For each line below that includes the string "scale", show the whole line.

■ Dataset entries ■
----
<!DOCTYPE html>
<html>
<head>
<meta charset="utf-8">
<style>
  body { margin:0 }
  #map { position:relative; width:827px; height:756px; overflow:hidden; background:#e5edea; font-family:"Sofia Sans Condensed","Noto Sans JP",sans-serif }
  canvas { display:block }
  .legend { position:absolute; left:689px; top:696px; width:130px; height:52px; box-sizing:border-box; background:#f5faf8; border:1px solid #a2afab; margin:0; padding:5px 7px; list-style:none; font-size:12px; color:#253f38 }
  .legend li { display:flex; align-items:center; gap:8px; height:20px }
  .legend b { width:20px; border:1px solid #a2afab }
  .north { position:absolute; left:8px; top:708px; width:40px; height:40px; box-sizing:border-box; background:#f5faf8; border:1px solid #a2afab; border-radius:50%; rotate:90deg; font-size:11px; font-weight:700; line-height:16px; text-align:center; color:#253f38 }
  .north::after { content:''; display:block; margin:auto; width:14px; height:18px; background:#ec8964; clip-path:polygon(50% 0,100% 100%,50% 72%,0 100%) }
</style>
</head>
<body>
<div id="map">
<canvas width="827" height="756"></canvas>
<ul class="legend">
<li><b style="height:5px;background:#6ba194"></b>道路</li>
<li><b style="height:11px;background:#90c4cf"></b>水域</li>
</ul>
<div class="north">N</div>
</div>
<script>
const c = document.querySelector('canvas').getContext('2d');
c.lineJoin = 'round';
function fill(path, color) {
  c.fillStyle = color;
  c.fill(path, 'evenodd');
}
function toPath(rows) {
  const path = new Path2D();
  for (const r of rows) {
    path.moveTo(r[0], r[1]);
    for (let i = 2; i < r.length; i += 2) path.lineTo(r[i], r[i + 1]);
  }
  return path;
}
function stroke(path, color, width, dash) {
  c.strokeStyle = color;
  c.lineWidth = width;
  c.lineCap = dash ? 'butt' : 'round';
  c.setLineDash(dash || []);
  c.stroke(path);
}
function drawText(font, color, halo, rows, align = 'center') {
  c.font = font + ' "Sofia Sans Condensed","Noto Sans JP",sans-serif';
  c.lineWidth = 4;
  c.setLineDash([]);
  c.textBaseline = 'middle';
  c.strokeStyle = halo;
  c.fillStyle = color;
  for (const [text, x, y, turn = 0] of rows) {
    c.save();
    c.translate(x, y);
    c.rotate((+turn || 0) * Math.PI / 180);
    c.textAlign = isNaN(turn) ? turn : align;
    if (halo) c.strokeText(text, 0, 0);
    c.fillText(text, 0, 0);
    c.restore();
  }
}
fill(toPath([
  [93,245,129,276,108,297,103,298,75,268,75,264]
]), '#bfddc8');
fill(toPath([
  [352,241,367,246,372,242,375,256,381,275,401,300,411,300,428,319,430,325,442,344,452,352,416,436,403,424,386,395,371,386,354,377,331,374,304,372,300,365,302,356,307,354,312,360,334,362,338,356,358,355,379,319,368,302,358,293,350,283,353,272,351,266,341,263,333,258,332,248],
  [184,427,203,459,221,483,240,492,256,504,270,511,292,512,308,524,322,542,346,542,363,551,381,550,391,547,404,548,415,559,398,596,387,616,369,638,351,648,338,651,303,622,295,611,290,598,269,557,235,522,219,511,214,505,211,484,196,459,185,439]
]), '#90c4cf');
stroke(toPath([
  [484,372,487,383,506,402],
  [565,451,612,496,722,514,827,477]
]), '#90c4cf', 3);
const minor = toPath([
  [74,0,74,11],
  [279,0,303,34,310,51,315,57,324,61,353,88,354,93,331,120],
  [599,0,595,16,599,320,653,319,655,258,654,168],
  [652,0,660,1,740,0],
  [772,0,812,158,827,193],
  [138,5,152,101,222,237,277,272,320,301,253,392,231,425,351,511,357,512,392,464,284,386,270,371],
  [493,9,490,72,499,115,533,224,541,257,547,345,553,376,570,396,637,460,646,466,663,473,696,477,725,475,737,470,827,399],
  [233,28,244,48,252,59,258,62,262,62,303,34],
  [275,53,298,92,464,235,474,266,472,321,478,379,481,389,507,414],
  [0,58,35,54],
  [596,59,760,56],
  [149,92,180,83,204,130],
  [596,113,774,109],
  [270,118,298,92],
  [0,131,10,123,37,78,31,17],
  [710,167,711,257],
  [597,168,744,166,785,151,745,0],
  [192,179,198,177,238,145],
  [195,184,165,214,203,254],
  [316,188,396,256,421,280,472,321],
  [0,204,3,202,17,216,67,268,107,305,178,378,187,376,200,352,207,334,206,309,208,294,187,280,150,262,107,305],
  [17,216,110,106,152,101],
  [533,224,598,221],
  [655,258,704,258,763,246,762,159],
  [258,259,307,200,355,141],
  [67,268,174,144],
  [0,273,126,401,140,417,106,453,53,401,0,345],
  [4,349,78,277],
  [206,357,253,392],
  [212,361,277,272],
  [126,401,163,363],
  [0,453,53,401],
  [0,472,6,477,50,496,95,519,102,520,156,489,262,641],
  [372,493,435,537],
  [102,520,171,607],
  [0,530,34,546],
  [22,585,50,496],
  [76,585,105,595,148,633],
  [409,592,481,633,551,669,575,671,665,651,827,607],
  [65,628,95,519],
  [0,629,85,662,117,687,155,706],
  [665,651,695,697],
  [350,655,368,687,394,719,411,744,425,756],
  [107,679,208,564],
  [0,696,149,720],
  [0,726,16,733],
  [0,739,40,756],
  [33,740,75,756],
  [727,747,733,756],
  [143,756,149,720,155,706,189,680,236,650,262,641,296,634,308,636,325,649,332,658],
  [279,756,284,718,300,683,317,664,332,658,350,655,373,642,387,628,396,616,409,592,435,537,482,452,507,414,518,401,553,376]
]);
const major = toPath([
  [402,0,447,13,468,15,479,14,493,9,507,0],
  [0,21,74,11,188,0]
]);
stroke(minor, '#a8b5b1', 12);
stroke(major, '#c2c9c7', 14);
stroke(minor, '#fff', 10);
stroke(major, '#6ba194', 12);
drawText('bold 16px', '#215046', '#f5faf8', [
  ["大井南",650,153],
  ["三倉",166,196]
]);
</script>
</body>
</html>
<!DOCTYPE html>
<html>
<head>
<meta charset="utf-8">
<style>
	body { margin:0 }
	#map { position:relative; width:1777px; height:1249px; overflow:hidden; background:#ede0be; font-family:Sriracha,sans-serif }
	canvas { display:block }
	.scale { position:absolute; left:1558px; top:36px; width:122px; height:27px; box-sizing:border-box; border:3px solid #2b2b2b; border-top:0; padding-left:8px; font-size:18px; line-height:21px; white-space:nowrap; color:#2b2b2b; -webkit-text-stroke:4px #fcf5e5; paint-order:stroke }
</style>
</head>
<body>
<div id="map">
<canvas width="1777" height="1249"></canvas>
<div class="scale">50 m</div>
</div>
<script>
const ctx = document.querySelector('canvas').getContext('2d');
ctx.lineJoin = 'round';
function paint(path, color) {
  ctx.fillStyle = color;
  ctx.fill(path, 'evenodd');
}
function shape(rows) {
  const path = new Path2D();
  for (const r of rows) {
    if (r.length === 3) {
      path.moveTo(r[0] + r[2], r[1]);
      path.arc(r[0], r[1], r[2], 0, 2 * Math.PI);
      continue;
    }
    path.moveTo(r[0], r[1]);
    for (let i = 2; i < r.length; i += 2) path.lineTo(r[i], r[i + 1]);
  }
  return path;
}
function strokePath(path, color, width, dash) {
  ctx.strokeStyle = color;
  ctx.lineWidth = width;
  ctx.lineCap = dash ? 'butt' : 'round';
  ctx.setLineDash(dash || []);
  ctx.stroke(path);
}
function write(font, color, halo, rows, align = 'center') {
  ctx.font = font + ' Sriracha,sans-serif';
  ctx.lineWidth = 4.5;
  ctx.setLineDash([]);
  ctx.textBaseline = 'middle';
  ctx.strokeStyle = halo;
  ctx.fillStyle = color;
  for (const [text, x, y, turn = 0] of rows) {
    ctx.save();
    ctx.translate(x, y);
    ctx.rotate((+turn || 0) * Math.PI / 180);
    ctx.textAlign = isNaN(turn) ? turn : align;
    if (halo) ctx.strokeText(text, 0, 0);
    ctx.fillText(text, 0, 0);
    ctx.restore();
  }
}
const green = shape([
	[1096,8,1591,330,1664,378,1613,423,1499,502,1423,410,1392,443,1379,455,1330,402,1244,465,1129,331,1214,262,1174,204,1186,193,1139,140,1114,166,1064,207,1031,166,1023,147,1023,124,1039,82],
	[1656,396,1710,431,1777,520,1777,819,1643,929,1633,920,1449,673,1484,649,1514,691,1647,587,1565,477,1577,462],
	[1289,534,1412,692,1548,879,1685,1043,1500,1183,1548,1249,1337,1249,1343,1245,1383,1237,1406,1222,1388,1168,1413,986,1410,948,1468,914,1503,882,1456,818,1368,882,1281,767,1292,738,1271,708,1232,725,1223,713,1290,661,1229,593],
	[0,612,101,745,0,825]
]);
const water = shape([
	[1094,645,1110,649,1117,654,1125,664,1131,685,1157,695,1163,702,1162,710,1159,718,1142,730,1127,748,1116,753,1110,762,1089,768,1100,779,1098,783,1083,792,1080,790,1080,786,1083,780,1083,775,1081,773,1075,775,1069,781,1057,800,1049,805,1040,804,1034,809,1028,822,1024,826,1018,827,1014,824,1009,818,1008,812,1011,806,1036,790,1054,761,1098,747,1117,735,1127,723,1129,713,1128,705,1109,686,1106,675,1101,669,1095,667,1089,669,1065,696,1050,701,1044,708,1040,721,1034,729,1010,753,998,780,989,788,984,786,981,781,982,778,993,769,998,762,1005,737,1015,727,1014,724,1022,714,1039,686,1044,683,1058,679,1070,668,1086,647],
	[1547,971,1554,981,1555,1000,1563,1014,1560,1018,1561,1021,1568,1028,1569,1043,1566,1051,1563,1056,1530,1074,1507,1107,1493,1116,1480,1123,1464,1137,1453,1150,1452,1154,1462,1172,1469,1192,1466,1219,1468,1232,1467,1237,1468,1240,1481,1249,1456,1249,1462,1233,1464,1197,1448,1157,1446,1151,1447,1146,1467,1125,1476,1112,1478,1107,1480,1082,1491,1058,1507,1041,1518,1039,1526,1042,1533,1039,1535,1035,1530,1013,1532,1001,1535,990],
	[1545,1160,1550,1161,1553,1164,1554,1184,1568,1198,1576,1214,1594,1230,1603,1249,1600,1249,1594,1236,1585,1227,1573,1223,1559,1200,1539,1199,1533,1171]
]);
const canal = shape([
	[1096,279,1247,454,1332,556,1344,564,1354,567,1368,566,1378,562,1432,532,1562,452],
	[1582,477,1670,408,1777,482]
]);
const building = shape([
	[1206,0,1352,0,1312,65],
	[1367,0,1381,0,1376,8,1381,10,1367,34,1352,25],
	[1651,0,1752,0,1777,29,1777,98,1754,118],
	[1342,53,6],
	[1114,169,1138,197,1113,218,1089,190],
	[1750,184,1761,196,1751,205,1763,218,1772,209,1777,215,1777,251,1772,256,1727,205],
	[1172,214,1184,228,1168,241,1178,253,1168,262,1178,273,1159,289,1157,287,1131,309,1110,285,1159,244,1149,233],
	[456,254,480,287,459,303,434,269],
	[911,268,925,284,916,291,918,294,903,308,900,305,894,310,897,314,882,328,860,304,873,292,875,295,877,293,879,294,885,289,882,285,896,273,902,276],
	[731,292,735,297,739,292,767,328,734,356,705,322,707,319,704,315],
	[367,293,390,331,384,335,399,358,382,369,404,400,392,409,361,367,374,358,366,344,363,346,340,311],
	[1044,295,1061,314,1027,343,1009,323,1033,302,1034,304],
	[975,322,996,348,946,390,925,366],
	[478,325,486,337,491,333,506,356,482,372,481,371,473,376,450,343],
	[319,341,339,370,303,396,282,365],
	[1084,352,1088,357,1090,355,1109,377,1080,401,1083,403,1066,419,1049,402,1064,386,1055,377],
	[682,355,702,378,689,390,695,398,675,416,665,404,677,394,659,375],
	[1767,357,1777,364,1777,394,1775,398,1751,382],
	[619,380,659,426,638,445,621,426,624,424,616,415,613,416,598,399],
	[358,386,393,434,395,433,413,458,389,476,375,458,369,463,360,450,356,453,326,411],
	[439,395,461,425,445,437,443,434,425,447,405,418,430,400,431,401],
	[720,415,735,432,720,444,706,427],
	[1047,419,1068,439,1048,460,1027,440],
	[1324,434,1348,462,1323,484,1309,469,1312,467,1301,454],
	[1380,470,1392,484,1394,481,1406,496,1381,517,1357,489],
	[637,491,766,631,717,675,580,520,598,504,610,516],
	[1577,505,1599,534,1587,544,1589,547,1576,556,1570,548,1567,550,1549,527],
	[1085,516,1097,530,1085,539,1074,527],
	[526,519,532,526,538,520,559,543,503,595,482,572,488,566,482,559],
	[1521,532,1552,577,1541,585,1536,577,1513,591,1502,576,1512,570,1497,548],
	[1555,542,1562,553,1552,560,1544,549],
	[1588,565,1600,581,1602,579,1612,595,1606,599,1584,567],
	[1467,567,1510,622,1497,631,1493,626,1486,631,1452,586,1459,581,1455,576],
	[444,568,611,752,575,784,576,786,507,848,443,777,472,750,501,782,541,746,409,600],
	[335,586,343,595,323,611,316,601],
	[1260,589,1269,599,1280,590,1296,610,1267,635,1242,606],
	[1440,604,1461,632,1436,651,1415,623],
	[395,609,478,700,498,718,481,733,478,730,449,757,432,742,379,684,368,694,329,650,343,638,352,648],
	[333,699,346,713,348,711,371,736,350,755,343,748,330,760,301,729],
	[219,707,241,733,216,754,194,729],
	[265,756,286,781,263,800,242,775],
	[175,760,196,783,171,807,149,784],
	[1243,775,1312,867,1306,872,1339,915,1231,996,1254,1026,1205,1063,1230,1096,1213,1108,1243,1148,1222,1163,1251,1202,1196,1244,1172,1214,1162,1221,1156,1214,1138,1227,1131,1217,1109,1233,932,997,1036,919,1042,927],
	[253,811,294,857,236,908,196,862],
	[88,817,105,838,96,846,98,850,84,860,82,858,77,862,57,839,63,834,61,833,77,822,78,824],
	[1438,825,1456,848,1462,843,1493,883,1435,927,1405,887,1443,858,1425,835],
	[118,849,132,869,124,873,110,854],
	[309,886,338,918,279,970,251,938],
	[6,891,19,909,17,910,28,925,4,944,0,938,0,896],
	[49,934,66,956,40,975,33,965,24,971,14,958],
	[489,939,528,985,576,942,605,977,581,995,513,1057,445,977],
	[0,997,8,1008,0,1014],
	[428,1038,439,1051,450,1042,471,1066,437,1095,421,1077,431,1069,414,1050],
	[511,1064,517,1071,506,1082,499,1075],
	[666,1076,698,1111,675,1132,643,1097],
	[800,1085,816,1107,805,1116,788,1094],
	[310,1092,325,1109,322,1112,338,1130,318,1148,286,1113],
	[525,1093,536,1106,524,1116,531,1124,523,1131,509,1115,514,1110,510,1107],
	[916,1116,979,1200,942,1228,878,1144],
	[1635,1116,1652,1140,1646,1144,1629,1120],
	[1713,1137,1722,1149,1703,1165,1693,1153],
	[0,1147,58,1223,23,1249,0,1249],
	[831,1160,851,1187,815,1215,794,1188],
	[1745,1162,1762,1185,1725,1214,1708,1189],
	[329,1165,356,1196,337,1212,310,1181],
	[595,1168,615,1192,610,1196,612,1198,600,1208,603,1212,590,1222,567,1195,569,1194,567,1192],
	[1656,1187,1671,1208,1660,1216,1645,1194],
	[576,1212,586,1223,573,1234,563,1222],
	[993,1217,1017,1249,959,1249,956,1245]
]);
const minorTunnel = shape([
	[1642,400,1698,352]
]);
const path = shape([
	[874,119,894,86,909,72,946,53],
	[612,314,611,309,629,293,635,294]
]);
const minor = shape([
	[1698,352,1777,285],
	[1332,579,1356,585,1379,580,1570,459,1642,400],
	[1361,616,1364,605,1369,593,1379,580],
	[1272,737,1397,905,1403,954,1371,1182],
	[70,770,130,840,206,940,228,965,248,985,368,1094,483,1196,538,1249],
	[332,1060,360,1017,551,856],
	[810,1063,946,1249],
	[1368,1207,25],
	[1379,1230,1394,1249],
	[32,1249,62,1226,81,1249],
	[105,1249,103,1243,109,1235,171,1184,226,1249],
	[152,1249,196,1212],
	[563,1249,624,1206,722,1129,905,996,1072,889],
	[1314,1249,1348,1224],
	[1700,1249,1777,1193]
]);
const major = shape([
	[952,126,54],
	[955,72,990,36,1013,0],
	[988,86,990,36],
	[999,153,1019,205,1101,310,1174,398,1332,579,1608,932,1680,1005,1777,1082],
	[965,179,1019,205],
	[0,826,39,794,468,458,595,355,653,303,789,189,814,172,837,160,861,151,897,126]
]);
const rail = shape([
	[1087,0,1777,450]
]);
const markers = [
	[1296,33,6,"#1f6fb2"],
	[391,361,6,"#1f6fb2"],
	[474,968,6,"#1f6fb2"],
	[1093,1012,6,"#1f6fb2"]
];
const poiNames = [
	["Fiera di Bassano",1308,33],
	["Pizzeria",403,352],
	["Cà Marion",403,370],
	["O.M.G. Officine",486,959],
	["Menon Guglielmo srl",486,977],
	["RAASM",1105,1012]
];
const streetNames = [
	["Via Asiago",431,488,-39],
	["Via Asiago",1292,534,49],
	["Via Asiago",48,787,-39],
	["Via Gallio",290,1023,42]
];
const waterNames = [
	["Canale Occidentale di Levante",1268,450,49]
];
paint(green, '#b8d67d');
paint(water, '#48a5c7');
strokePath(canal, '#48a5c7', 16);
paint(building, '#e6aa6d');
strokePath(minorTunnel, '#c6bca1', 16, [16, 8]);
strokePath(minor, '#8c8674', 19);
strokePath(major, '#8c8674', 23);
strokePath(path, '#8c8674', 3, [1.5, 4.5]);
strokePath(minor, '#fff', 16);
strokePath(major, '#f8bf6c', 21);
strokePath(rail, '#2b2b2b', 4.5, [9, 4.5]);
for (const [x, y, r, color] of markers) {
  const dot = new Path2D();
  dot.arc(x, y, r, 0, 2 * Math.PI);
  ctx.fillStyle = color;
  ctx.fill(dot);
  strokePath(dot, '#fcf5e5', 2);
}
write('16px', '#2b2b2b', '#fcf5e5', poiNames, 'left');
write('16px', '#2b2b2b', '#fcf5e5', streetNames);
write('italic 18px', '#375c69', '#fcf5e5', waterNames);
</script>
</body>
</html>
----
■ WRITTEN RESPONSE ■
	.scale { position:absolute; left:1558px; top:36px; width:122px; height:27px; box-sizing:border-box; border:3px solid #2b2b2b; border-top:0; padding-left:8px; font-size:18px; line-height:21px; white-space:nowrap; color:#2b2b2b; -webkit-text-stroke:4px #fcf5e5; paint-order:stroke }
<div class="scale">50 m</div>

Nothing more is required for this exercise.